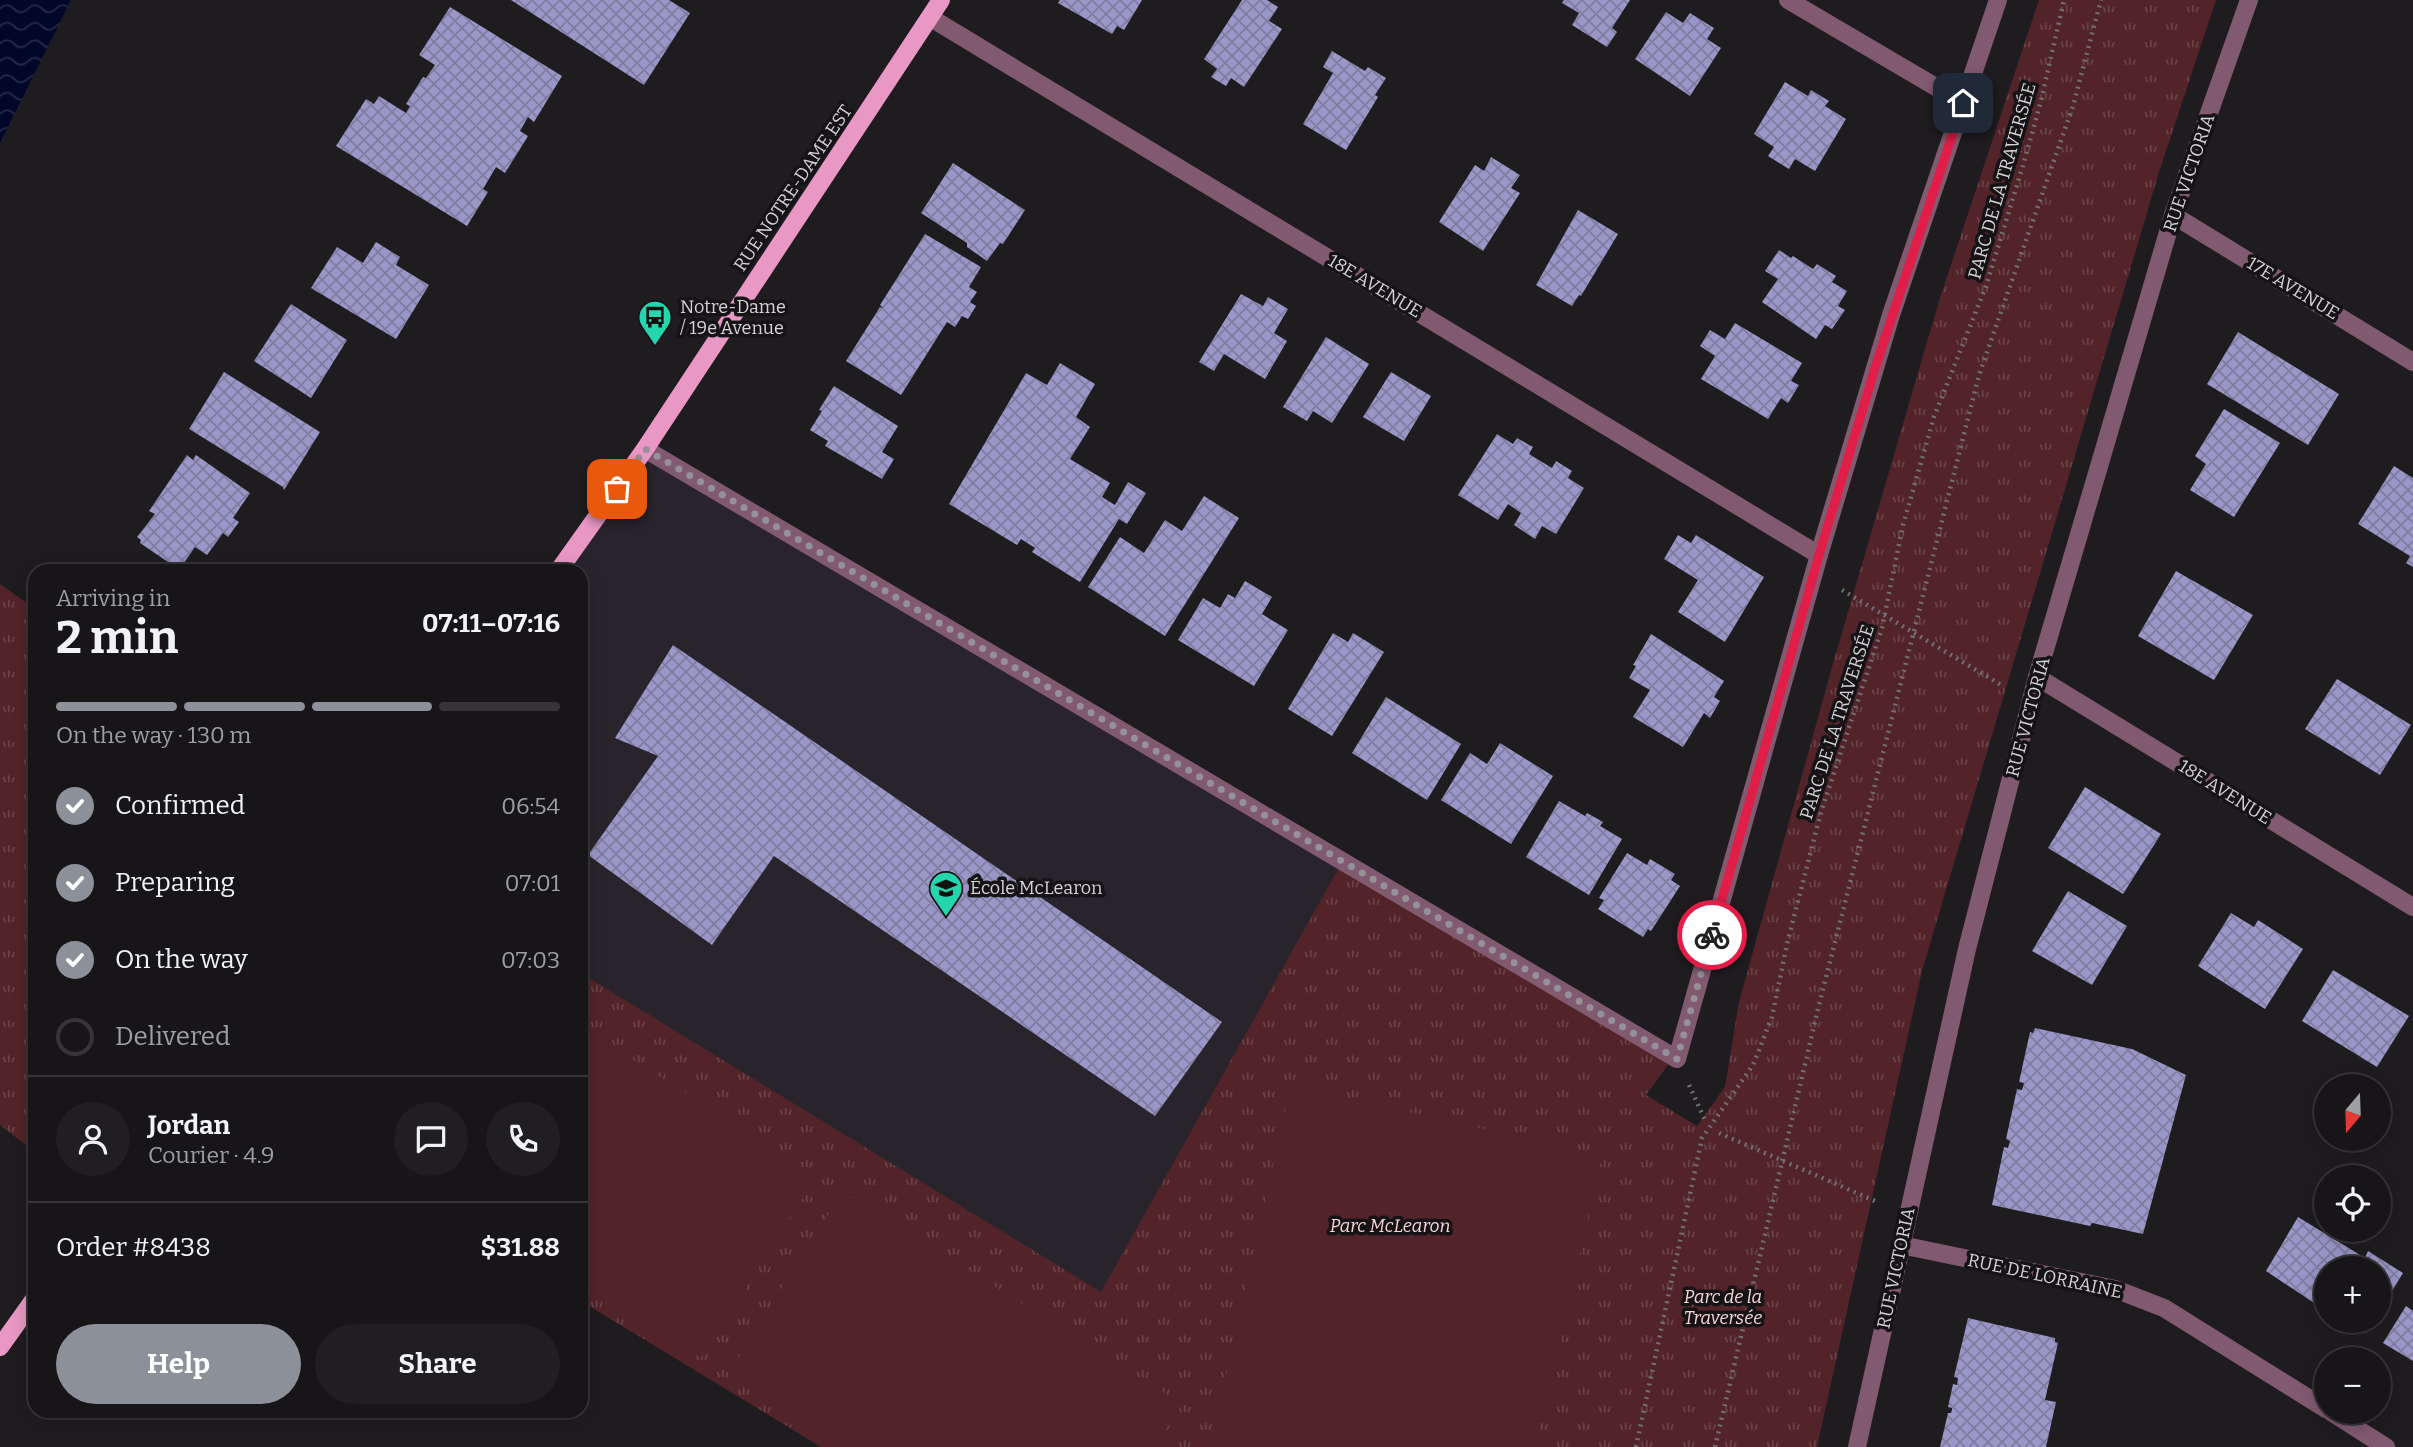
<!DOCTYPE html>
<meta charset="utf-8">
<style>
:root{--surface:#171518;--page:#201e21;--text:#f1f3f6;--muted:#9e9fa2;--line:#363437;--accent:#8c9099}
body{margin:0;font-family:Bitter,serif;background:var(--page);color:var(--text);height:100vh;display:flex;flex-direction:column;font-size:26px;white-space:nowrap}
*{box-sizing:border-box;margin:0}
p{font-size:23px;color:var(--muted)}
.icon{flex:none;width:38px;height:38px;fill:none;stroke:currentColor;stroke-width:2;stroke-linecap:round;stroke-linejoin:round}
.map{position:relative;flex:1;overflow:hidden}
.sheet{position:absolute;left:28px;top:564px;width:560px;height:854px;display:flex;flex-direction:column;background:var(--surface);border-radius:21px;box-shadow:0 4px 18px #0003,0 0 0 2px var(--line)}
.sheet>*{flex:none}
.needle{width:46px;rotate:199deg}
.fabs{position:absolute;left:2314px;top:1074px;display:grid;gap:14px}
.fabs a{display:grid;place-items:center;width:77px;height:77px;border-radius:50%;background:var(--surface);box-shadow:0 4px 18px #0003,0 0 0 2px var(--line);font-size:35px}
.pin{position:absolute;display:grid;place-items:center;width:60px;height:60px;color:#fff;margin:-30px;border-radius:14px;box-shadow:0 4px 10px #0006}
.courier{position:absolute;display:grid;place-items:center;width:70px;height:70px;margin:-35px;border:5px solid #e11d48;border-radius:50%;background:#fff;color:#222;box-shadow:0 2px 9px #0007}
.head em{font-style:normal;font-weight:700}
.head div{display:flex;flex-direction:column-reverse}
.head{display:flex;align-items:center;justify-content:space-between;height:119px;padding:0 28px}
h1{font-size:46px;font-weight:700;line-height:52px}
.bar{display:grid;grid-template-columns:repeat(4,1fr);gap:10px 7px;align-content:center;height:84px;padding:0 28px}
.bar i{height:9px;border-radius:5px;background:var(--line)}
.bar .on{background:var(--accent)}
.bar p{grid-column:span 4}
.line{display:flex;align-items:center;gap:18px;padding:0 28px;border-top:2px solid var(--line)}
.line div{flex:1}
.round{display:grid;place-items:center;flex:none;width:74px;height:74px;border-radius:37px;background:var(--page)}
ol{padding:0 28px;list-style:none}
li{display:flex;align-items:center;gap:21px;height:77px}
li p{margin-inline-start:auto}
li .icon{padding:7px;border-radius:50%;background:var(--accent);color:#fff;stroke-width:4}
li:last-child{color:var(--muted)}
li i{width:38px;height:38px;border:4px solid var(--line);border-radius:50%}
.action{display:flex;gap:14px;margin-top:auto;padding:14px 28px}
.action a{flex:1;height:80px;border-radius:42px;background:var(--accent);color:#fff;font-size:28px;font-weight:700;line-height:80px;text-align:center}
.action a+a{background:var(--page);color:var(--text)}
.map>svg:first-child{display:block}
</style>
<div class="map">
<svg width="2413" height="1447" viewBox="0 0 2413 1447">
<defs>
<pattern id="grass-tufts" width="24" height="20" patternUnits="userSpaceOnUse" patternTransform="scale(1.75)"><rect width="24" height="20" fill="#522429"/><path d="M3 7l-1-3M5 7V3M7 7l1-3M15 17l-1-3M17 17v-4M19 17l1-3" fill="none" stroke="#6a4347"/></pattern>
<pattern id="water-waves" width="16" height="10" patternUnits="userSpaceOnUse" patternTransform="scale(1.75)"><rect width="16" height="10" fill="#000728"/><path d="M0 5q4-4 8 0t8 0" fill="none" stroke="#242a46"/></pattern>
<pattern id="building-cross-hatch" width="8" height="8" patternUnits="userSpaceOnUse" patternTransform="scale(1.75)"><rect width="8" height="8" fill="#9a96c8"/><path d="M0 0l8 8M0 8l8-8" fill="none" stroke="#7f7c9f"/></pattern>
</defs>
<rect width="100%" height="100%" fill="#1f1c20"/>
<path fill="#29242c" d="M645,449L1342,862L1101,1293L581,973V570H559Z"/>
<g fill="url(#grass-tufts)">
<path d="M2039,0H2216L2159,172L1922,971L1817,1447H821L581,1301V973L1101,1292L1342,862L1673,1058L1646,1095L1697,1126L1725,1087L1739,1002L1834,660L1939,301Z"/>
<path d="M0,584L35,609V1152L0,1125Z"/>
</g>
<g fill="#522429">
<path d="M581,1027L817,1176L701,1358L581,1283Z"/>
<path d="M1291,1085L1602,1156L1536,1447H1210Z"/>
<path d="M843,1191L1182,1404L1155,1447H845L728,1374Z"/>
</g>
<path fill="url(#water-waves)" d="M0,0H71L0,143Z"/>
<g fill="url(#building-cross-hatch)">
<path d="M511,0H669L690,13L644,85Z"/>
<path d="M1060,0H1142L1124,30L1117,26L1112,34L1058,3Z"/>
<path d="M1242,0H1267L1278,7L1269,21L1282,29L1244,87L1231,78L1226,86L1211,77L1217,69L1204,59Z"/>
<path d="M1564,0H1630L1612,28L1617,32L1607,47L1572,25L1579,13L1562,3Z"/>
<path d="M450,7L562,76L534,122L528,117L520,131L528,136L505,173L496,167L483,189L488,192L467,226L336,146L366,99L374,104L379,96L406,113L410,106L406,104L423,77L426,78L435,65L419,55Z"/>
<path d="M1666,12L1683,23L1690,13L1714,28L1707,39L1721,48L1690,96L1635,59Z"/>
<path d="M1332,51L1365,71L1368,67L1386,78L1375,95L1378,97L1346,150L1303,124L1333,73L1323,67Z"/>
<path d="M1785,82L1808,96L1811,90L1829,101L1825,106L1846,119L1815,171L1795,159L1789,169L1768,156L1774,147L1754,134Z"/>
<path d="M1491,157L1520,175L1511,188L1520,193L1483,251L1439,222L1475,165L1484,171Z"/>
<path d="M953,163L1025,210L1003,244L1000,243L987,261L967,247V243L921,213Z"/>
<path d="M1578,210L1618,234L1581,296L1579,295L1572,306L1536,285Z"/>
<path d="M925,234L981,267L969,287L977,292L970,302L976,306L968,319L962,316L955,327L947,322L901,395L846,361L880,307L883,308L880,305Z"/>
<path d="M376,242L400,257L396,265L429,285L396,339L311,288L337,247L363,263Z"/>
<path d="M1779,250L1791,258L1793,256L1813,269L1817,264L1836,276L1832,282L1847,291L1838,306L1845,310L1832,329L1825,325L1816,339L1762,302L1778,279L1765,271Z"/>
<path d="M1241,294L1263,306L1268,297L1288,309L1274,333L1287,341L1265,379L1224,354L1214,371L1199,362Z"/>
<path d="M291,304L347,340L311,398L254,361Z"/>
<path d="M1735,323L1802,363L1791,381L1799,385L1788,403L1781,398L1768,419L1701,379L1715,356L1700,346L1710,330L1725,339Z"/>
<path d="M2238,332L2339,394L2308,445L2207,384Z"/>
<path d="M1326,337L1369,364L1332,423L1313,411L1307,421L1283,407Z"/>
<path d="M1060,363L1095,384L1076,417L1090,427L1070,459L1110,483L1102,497L1115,505L1128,482L1146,493L1127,524L1119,519L1080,582L1032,552L1035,548L1021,539L1017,545L949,504L1026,373L1047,385Z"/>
<path d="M224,372L320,432L284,490L283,487L189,429Z"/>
<path d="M1391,372L1431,396L1404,441L1363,417Z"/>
<path d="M834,386L898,426L882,452L894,459L882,479L825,446L828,441L810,430L822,411L819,410Z"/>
<path d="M2224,409L2280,443L2234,517L2190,490L2206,464L2195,456Z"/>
<path d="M1497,434L1513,444L1517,438L1533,447L1529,454L1552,468L1556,461L1572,471L1568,478L1584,488L1556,534L1542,526L1535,539L1514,525L1521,513L1508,504L1498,520L1458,495Z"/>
<path d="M187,455L193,460L196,455L250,493L233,518L239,522L228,537L223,533L207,555L195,547L181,567L178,565L177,568L140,543L141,540L137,537L155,514L149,511Z"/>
<path d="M2394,466L2413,478V567L2406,563L2410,556L2358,524Z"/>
<path d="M1204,496L1239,518L1165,636L1088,587L1120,537L1144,553L1165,520L1182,531Z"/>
<path d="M1678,535L1691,543L1696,535L1764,577L1725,642L1678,612L1698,580L1664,559Z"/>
<path d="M2176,571L2253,615L2214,680L2138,636Z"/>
<path d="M1245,581L1272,597L1262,614L1288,630L1254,686L1178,640L1203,598L1220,608L1228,594L1235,598Z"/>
<path d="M1333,633L1348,642L1353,633L1384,652L1332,736L1288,709Z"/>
<path d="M1651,634L1724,681L1714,697L1720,701L1710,718L1704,713L1683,747L1633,717L1650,690L1629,678L1636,666L1633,665Z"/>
<path d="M673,645L1222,1022L1155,1116L774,856L712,945L588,855L658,756L615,738Z"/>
<path d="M2337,679L2411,725L2380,775L2305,729Z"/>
<path d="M1386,697L1461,744L1427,800L1352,753Z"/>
<path d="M1500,743L1553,776L1511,844L1441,800L1470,753L1487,764Z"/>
<path d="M2085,787L2161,834L2123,894L2048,848Z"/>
<path d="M1559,801L1585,816L1587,813L1603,822L1600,826L1622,839L1589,895L1526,857Z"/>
<path d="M1627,853L1647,865L1650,859L1675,874L1671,880L1680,886L1651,931L1648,929L1643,937L1598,909L1604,900L1599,898Z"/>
<path d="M2068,891L2127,926L2092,985L2032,951Z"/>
<path d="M2231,913L2254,927L2258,920L2303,949L2265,1009L2198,966Z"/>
<path d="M2333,970L2409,1016L2377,1067L2302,1021Z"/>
<path d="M2035,1028L2132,1049L2186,1075L2143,1234L2092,1223L2090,1226L1992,1205L2004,1147L2008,1148L2010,1141L2006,1139L2017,1089L2022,1090L2024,1083L2019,1082L2030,1032L2033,1033Z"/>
<path d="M2298,1217L2365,1258L2368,1251L2403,1273L2378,1314V1269H2326V1311L2266,1271Z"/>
<path d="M2406,1306L2413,1311V1361L2383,1343Z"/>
<path d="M1968,1318L2055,1338V1342L2058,1343L2045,1400L2056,1402L2046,1447H1940L1948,1413H1951L1952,1410V1408L1948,1407L1953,1384L1957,1385L1958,1378L1954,1377Z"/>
<path d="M2343,1321H2374L2366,1333Z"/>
</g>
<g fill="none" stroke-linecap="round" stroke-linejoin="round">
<g stroke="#716f72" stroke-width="4.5" stroke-dasharray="2 5" stroke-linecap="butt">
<path d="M1842,590L2003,686"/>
<path d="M1689,1085L1705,1120"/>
<path d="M1719,1133L1875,1201"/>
<path d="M1636,1447L1702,1138L1753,1065L1772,1017L1787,944L1821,812L1882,628L1903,525L1934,417L1986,286L2022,169L2041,101L2064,0"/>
<path d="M1715,1447L1818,1009L1979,375L2073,106L2101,0"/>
</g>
<g stroke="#825a70" stroke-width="18">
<path d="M1788,0L1963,103"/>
<path d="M931,18L1819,555"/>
<path d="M2173,215L2413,362"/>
<path d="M645,449L1677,1059L1819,555L1891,315L1998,0"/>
<path d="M2037,677L2413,907"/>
<path d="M1901,1245L2115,1289L2164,1308L2326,1409"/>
<path d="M2331,1412L2386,1447"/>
<path d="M1857,1447L1967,949L2037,677L2173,215L2249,0"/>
</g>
<g stroke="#e997c5" stroke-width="18">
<path d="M559,570L645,449L941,0"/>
<path d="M0,1347L35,1298"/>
</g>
</g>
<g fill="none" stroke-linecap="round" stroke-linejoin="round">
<path stroke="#959296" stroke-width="7" stroke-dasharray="0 12.6" d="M617,489L645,449L1677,1059L1712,935"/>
<path stroke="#e11d48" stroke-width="9" d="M1712,935L1819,555L1875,368L1963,103"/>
</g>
<defs>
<symbol id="bus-pin" viewBox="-11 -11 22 30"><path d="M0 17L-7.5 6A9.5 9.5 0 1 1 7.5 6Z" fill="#24d5ae" stroke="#151316"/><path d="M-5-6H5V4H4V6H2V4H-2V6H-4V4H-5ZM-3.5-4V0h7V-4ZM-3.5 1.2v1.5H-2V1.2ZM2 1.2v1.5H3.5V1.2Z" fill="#111"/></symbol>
<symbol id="school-pin" viewBox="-11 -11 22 30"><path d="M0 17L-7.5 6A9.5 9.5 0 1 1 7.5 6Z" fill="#24d5ae" stroke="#151316"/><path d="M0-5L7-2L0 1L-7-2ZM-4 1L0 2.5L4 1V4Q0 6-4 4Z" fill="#111"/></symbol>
</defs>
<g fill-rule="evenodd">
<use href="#bus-pin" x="636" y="298" width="38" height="52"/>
<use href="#school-pin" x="927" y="869" width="38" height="52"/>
</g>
<g text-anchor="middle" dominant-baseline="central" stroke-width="7" stroke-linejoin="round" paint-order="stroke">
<g font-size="18" fill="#d4d2d5" stroke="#151316">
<text transform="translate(2189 173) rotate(-71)">RUE VICTORIA</text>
<text transform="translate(2002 181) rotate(-74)">PARC DE LA TRAVERSÉE</text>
<text transform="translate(793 188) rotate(-56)">RUE NOTRE-DAME EST</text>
<text transform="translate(1375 286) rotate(31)">18E AVENUE</text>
<text transform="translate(2293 288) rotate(31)">17E AVENUE</text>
<text transform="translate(2028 717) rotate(-75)">RUE VICTORIA</text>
<text transform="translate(1837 722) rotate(-72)">PARC DE LA TRAVERSÉE</text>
<text transform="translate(2225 792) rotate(32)">18E AVENUE</text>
<text transform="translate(1896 1268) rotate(-78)">RUE VICTORIA</text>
<text transform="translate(2045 1276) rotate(12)">RUE DE LORRAINE</text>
</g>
<g font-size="18" fill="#d4d2d5" stroke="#151316" text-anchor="start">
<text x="680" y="307">Notre-Dame<tspan x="680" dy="21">/ 19e Avenue</tspan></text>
<text x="970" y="888">École McLearon</text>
</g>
<g font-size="18" font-style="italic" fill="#fad5d7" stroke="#151316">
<text x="1390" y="1226">Parc McLearon</text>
<text x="1723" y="1297">Parc de la<tspan x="1723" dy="21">Traversée</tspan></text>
</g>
</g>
</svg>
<div class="fabs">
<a><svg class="needle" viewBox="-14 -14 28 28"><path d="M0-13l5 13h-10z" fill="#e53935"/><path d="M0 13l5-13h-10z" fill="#9e9fa2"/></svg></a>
<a><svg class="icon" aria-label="locate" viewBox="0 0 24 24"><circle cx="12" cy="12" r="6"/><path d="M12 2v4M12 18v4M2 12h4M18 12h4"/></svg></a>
<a>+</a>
<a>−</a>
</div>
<div class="pin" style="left:617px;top:489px;background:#ea580c"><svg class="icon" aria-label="bag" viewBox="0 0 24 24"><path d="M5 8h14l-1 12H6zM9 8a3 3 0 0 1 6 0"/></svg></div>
<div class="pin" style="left:1963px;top:103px;background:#1f2937"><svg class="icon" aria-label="home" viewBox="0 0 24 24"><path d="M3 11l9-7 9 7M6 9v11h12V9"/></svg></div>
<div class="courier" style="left:1712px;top:935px"><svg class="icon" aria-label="bike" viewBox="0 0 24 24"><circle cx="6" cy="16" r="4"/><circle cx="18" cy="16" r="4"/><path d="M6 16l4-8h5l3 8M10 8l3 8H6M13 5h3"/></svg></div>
<section class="sheet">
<div class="head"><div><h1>2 min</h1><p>Arriving in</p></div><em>07:11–07:16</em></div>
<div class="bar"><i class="on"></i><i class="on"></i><i class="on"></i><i></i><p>On the way · 130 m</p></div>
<ol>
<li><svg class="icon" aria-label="check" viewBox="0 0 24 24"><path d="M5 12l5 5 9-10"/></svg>Confirmed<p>06:54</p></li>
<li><svg class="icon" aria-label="check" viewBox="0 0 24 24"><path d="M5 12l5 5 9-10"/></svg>Preparing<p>07:01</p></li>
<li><svg class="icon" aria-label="check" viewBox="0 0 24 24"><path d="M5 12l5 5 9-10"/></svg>On the way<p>07:03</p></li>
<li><i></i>Delivered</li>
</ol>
<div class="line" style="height:126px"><a class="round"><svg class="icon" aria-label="person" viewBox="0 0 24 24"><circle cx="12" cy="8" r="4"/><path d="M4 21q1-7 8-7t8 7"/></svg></a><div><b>Jordan</b><p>Courier · 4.9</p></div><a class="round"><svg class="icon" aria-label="chat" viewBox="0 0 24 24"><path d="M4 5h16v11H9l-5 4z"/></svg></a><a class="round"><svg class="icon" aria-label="phone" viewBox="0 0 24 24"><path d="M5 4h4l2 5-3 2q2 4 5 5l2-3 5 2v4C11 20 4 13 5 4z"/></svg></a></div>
<div class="line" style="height:91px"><div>Order #8438</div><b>$31.88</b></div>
<div class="action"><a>Help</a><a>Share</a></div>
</section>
</div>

WHAT IS EXPECTED:
Scan the entries for the word "fabs". Report each line that has it.

RESPONSE FOR THIS EXERCISE:
.fabs{position:absolute;left:2314px;top:1074px;display:grid;gap:14px}
.fabs a{display:grid;place-items:center;width:77px;height:77px;border-radius:50%;background:var(--surface);box-shadow:0 4px 18px #0003,0 0 0 2px var(--line);font-size:35px}
<div class="fabs">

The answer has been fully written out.